Procedural Modeling and Physically Based Rendering for Synthetic Data Generation in Automotive Applications

Apostolia Tsirikoglou,Joel Kronander,Magnus Wrenninge,Jonas Unger
DOI: https://doi.org/10.48550/arXiv.1710.06270
2017-10-18
Abstract:We present an overview and evaluation of a new, systematic approach for generation of highly realistic, annotated synthetic data for training of deep neural networks in computer vision tasks. The main contribution is a procedural world modeling approach enabling high variability coupled with physically accurate image synthesis, and is a departure from the hand-modeled virtual worlds and approximate image synthesis methods used in real-time applications. The benefits of our approach include flexible, physically accurate and scalable image synthesis, implicit wide coverage of classes and features, and complete data introspection for annotations, which all contribute to quality and cost efficiency. To evaluate our approach and the efficacy of the resulting data, we use semantic segmentation for autonomous vehicles and robotic navigation as the main application, and we train multiple deep learning architectures using synthetic data with and without fine tuning on organic (i.e. real-world) data. The evaluation shows that our approach improves the neural network's performance and that even modest implementation efforts produce state-of-the-art results.
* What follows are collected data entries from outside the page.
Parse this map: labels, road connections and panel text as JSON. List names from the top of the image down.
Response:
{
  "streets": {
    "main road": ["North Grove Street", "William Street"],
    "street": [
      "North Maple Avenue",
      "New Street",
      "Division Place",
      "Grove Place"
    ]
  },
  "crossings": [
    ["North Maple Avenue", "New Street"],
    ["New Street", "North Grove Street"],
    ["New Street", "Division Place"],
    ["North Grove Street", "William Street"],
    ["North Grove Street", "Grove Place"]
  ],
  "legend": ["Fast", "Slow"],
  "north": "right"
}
Computer Vision and Pattern Recognition
What problem does this paper attempt to address?
The problem that this paper attempts to solve is how to generate high - quality synthetic data for training deep neural networks in semantic segmentation tasks in autonomous vehicles and robot navigation. Specifically, the paper proposes a new systematic method for generating highly realistic, annotated synthetic data. The main contribution of this method lies in the procedural world - modeling method, which can achieve high variability and physically accurate image synthesis, which is different from the manual - modeling virtual worlds and approximate image - synthesis methods used in real - time applications. The paper points out that existing synthetic datasets are usually generated based on game engines, and these engines use a large number of approximation processes when generating images, resulting in limitations in the realism and diversity of the generated images. In addition, although the manually - annotated real - world datasets are of high quality, the annotation process is time - consuming and costly, and it is difficult to generate on a large scale. Therefore, this research aims to generate more diverse and realistic synthetic data by combining procedural modeling and physically - based rendering techniques, thereby improving the performance of deep - learning models in computer - vision tasks. To evaluate the effectiveness of the proposed method and the data it generates, the authors selected semantic segmentation as the main application scenario and conducted experiments using multiple deep - learning architectures. The experimental results show that even with a moderate implementation effort, the proposed method can produce results that reach or exceed the state - of - the - art level, significantly improving the performance of neural networks.